50 N.Y. Sup. Ct. 537 | N.Y. Sup. Ct. | 1887
Prior to the passage of the act of the legislature on May 5, 1884 (chap. 248), the relator was an assistant teacher in colored school No. 4, which was located in the sixteenth ward. She was appointed by the board of education, which then had sole jurisdiction of the school, and which was therefore not subject to the by-laws and regulations applicable to ward schools. The act mentioned changed the status of this school as appears from its provisions which are as follows:
Section 1. The colored schools in the city of New York, now existing and in operation, shall hereafter be classed and known and be continued as ward schools and primaries, with their present teachers, unless such teachers are removed in the manner provided by law, and such schools shall be under the control and management of the school officers of the respective wards in which they are located in the same manner and to the same extent as other ward schools, and shall be open for the education of pupils for whom admission is sought, without regard to race or color.
Sec. 2. All acts or parts of acts inconsistent with the provisions of this act are hereby repealed.

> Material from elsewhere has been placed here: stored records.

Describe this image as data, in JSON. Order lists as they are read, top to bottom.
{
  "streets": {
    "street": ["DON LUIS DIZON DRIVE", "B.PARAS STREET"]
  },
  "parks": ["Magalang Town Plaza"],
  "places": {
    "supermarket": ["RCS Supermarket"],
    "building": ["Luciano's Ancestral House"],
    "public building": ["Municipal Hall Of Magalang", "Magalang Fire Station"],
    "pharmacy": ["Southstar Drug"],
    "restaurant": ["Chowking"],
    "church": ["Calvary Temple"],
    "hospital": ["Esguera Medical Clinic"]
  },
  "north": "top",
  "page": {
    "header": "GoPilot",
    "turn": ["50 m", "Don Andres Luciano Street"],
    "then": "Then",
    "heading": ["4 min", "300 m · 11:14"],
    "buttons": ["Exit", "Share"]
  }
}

Seo. 3. This act shall take effect immediately.
This is not a proceeding to collect the salary that may be due the relator. It is to require the respondents to recognize her, and permit her to perform her duty as a teacher. She prefers to perform that labor, and there is no reason valid in law why she should not be permitted to do so. The statute has declared that she might do so. She is not seeking here to establish her title, therefore, to an office or position, but to overcome her removal from one which it is conceded she legally held, and from which it appears she was illegally discharged. If after her recognition she should seek payment, her right to a similar remedy might form the basis of dispute. Doubtless she could maintain an action now to recover her salary, but she prefers to invoke the authority by which she may be reinstated and allowed to do her duty. The attainment of this result may be accomplished without action. As said by the learned justice in the court below, as this court has already decided it to be the duty of the respondents to recognize the relator, and to permit her to perform her duty as a teacher ( People ex rel. Ray v. Davenport; Lawrence. J.), a writ
Order affirmed, with ten dollars costs and disbursements.